■ **Problem details**
Starting at the top of the records below and ending with the line that contains "flex:none; width:38px; height:38px;", print each line exactly as written, skipping the pictures.

■ **Task inputs**
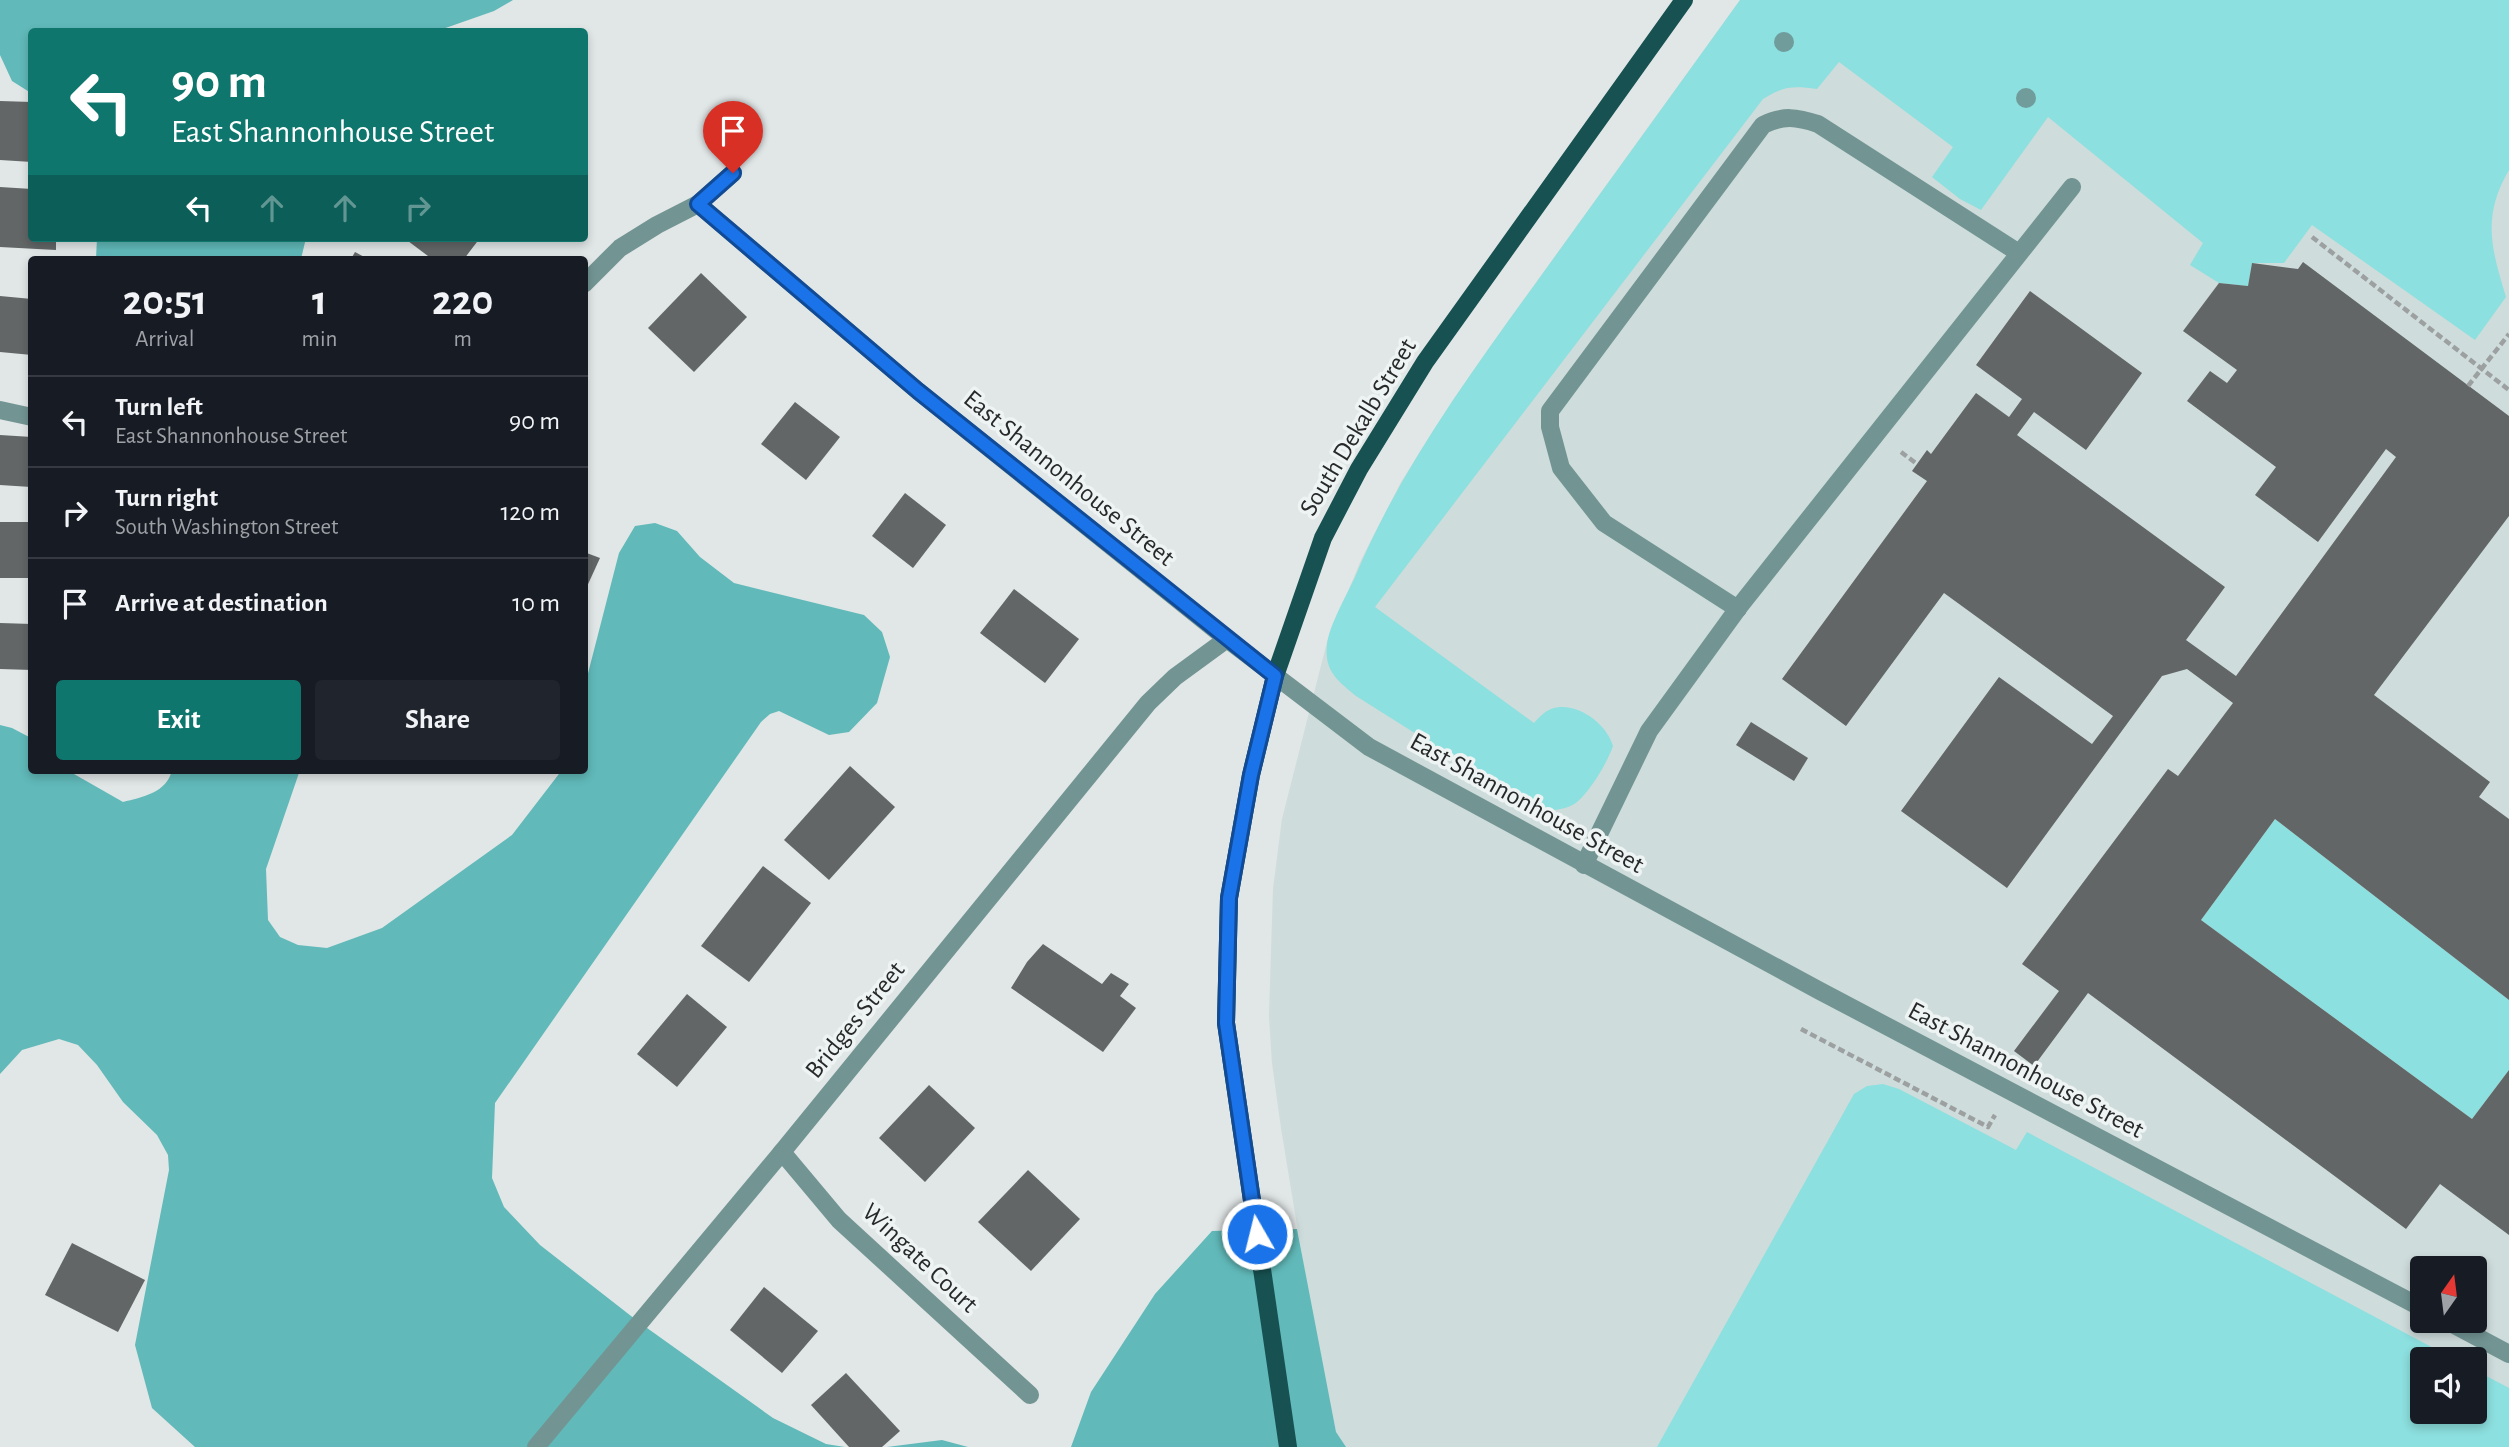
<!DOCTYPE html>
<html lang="en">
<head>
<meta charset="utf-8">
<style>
  body { margin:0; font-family:"Alegreya Sans",sans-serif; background:#20242c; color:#f1f3f6; height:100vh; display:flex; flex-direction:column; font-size:26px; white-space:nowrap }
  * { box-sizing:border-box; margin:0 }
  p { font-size:23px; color:#9ea1a6 }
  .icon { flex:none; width:38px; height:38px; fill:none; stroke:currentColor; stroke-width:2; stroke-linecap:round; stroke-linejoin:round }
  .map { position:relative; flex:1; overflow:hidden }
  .panel { position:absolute; left:28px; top:256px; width:560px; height:518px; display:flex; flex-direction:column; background:#171b24; border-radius:7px; box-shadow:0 4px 10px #0003 }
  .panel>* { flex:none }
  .hud { position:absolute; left:28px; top:28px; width:560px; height:214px; border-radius:7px; box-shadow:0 4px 10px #0003; background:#0f766e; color:#fff; overflow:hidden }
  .needle { width:46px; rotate:14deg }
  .fabs { position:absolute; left:2410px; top:1256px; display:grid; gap:14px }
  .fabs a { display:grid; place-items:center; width:77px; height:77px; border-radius:7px; background:#171b24; box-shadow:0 4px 10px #0003; font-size:35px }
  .pin { position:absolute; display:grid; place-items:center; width:60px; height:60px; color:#fff; margin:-72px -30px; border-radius:50% 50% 50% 0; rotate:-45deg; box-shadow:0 0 7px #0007 }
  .pin .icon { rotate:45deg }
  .me { position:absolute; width:77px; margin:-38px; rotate:352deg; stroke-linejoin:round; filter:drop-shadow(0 0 5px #0008) }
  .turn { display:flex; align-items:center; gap:24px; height:147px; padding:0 28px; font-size:32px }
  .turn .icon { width:91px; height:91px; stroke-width:2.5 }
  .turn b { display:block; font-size:49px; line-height:60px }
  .lanes { display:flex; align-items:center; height:66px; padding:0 28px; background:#0003; justify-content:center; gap:35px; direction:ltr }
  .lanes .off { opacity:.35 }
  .eta { display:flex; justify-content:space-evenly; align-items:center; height:119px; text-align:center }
  .eta b { font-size:42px; font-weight:600; line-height:49px }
  .cta { display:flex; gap:14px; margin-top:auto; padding:14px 28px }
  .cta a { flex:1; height:80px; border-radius:7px; background:#0f766e; color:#fff; font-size:28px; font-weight:600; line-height:80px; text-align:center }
  .cta a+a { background:#20242c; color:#f1f3f6 }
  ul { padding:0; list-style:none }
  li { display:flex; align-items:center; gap:21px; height:91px; padding:0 28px; border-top:2px solid #363941 }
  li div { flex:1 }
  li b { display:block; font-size:26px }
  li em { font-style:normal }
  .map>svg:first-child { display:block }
  .built { fill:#cedcdb; fill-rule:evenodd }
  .green { fill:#8ce0df }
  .forest { fill:#61b9b9 }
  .building { fill:#626666 }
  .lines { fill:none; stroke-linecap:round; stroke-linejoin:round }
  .path { stroke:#9ca0a0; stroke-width:4.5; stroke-dasharray:7 3.5; stroke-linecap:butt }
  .minor { stroke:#729594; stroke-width:18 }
  .major { stroke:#175151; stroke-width:18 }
  .tree { fill:#719c9c }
  .route-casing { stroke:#114b97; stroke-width:18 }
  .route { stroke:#1a73e8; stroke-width:12 }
  .labels { text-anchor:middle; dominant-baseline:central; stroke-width:7; stroke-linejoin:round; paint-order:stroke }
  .street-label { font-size:26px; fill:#282a2a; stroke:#eef3f3 }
</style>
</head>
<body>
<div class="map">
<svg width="2509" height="1447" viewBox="0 0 2509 1447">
  <rect width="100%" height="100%" fill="#e1e6e6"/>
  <path class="built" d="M1740 0H2509V1447H1339L1310 1304 1281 1128 1272 1063 1269 1016 1273 889 1282 819 1327 642 1361 560 1401 482 1455 397 1511 317ZM2422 1269H2474V1321H2422ZM2422 1360H2474V1412H2422Z"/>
  <g class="green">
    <path d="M1740 0H2509V170C2482 216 2491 248 2506 297L2475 340 2312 225 2284 263H2252L2248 286 2219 283 2190 265 2203 243 2048 117 1981 210 1960 199 1932 177 1953 147 1839 62 1817 89C1792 86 1784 86 1763 99L1375 607 1534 723C1539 717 1544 712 1551 709 1576 700 1607 724 1613 746 1607 763 1591 790 1577 802 1567 810 1552 810 1540 812L1356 696C1338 681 1324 671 1327 645 1328 628 1347 594 1355 577 1400 469 1470 374 1538 280 1605 187 1673 93 1740 0Z"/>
    <polygon points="2275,819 2509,1000 2509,1070 2472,1119 2201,920"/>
    <polygon points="1883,1084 1899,1089 2016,1150 2027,1132 2456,1360 2422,1360 2422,1412 2474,1412 2475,1370 2509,1388 2509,1447 1657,1447 1854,1094 1867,1086"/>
  </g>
  <g class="forest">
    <polygon points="0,0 513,0 494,11 437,31 32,32 31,93 12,81 0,55"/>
    <polygon points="97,238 306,238 301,259 96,259"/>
    <path d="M655 523 677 531 700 557 734 583 864 615 882 632 890 657 877 703 849 732 829 735 779 711 770 714 761 722 495 1103 492 1178 504 1207 540 1245 640 1323 773 1418 826 1444 845 1447H195L152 1408 135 1345 169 1170 168 1155 157 1135 123 1102 97 1065 78 1045 59 1039 22 1050 0 1074V725L12 728 31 738 32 770H67L123 802C142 797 167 793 172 770H300L266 869 268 920 280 937 298 945 327 948 382 928 512 835 562 770H584L585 685 619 553 635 526Z"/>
    <polygon points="1297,1229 1336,1432 1346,1447 1071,1447 1091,1392 1155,1294 1212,1231"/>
    <polygon points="942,1440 968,1447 887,1447"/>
  </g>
  <g class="building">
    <polygon points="0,101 32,102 32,162 0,160"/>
    <polygon points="0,187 32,189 32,238 56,238 56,250 0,247"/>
    <polygon points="404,238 480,238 464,259 432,259"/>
    <polygon points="355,252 368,259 351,259"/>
    <polygon points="2303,262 2509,416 2509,516 2374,695 2490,782 2479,797 2509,819 2509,1000 2275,819 2201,920 2472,1119 2509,1070 2509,1235 2440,1184 2406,1229 2088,993 2034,1066 2014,1051 2059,991 2022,964 2168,769 2178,776 2233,703 2187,669 2162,676 2007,888 1901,811 1999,677 2092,744 2113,716 1944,593 1846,726 1782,679 1927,481 1912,471 1927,450 1931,454 1976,393 2009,417 2022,399 1976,365 2030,291 2142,373 2086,450 2034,412 2017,435 2225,587 2186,640 2236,676 2396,457 2386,449 2318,542 2255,495 2276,467 2187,401 2210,371 2227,383 2237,370 2183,331 2219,283 2248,286 2252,263 2298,269"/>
    <polygon points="701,273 747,317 694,372 648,328"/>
    <polygon points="0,296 32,299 32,355 0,352"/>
    <polygon points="795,402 840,437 806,480 761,444"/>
    <polygon points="0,435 32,437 31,487 0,485"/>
    <polygon points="905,493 946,525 913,568 872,536"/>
    <rect x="0" y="522" width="32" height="56"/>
    <polygon points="584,552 600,558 584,593"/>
    <polygon points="1014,589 1079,639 1045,683 980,633"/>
    <polygon points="0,623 32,624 32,670 0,669"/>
    <polygon points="1751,722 1808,758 1794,781 1736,745"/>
    <polygon points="850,766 895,807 829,880 784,840"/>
    <polygon points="763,866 811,903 749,982 701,946"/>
    <polygon points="1043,944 1102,984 1111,973 1129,984 1120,996 1136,1008 1103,1052 1011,988 1027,962"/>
    <polygon points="687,994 727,1027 677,1087 637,1054"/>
    <polygon points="929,1085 975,1128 925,1182 879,1138"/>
    <polygon points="1028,1170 1080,1219 1031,1271 978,1222"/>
    <polygon points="72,1243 145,1280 118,1332 45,1295"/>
    <polygon points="764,1287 818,1331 782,1373 730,1330"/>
    <polygon points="846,1373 900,1431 882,1447 849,1447 811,1405"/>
  </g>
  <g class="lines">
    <g class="path">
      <polyline points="2312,237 2509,390"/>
      <polyline points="2468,386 2509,334"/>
      <polyline points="1901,452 1917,464"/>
      <polyline points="1801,1029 1988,1127 1995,1115"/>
    </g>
    <g class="minor">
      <polyline points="698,204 918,391 1227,639 1369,747 1820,991 2422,1308"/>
      <polyline points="584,284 620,248 657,225 698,204 733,173"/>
      <polyline points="0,410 32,417"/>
      <path d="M1738 609 1604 523 1561 468 1550 427V411L1763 125C1783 115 1797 117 1818 124L2019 253"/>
      <polyline points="1584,865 1649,731 1739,607 2072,187"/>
      <polyline points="782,1152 839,1220 1030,1395"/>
      <polyline points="2447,1321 2509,1354"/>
      <polyline points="536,1447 782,1152 1148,703 1175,677 1227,639"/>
    </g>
    <polyline class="major" points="1288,1447 1226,1023 1229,898 1251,775 1275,676 1323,538 1359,469 1425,362 1684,0"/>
  </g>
  <g class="tree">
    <circle cx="1784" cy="42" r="10"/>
    <circle cx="2026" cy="98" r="10"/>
  </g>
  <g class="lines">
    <defs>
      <polyline id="route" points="733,173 698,204 918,391 1275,676 1251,775 1229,898 1226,1023 1257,1234"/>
    </defs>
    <use href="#route" class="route-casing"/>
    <use href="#route" class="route"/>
  </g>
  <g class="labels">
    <g class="street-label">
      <text transform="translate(1358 427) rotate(-59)">South Dekalb Street</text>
      <text transform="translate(1069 478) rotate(39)">East Shannonhouse Street</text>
      <text transform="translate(1527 803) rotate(29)">East Shannonhouse Street</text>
      <text transform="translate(855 1020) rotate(-51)">Bridges Street</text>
      <text transform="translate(2026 1070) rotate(28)">East Shannonhouse Street</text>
      <text transform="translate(920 1258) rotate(43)">Wingate Court</text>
    </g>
  </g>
</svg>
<div class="fabs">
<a><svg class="needle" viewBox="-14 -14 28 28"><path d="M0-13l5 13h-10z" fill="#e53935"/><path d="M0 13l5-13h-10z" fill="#9ea1a6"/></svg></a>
<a><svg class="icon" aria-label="sound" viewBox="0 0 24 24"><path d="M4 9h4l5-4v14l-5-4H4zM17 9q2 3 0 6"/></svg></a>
</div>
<div class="pin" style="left:733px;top:173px;background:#d93025"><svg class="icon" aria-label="arrive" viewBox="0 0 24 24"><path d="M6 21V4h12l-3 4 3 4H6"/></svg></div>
<svg class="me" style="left:1257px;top:1234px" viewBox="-20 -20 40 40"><circle r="17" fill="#1a73e8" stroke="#fff" stroke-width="3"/><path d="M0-11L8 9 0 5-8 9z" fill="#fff"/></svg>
<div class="hud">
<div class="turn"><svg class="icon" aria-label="left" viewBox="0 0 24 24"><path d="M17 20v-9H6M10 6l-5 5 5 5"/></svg><div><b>90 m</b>East Shannonhouse Street</div></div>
<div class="lanes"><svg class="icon" aria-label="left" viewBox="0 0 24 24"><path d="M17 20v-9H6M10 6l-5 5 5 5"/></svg><svg class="icon off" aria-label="ahead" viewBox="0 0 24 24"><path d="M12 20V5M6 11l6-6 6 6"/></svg><svg class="icon off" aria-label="ahead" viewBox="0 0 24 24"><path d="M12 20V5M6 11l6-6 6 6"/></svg><svg class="icon off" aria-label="right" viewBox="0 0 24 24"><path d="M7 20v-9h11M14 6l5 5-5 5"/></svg></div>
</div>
<section class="panel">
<div class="eta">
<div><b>20:51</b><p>Arrival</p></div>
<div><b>1</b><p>min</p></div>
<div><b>220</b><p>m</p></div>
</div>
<ul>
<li><svg class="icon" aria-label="left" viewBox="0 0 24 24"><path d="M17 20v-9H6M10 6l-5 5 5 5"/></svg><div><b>Turn left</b><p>East Shannonhouse Street</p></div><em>90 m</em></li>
<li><svg class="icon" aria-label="right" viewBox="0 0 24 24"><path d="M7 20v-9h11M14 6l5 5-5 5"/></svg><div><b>Turn right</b><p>South Washington Street</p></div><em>120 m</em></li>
<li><svg class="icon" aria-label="arrive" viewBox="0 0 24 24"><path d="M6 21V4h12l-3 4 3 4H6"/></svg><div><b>Arrive at destination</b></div><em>10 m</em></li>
</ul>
<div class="cta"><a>Exit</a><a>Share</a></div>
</section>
</div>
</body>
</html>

■ **Result for this exercise**
<!DOCTYPE html>
<html lang="en">
<head>
<meta charset="utf-8">
<style>
  body { margin:0; font-family:"Alegreya Sans",sans-serif; background:#20242c; color:#f1f3f6; height:100vh; display:flex; flex-direction:column; font-size:26px; white-space:nowrap }
  * { box-sizing:border-box; margin:0 }
  p { font-size:23px; color:#9ea1a6 }
  .icon { flex:none; width:38px; height:38px; fill:none; stroke:currentColor; stroke-width:2; stroke-linecap:round; stroke-linejoin:round }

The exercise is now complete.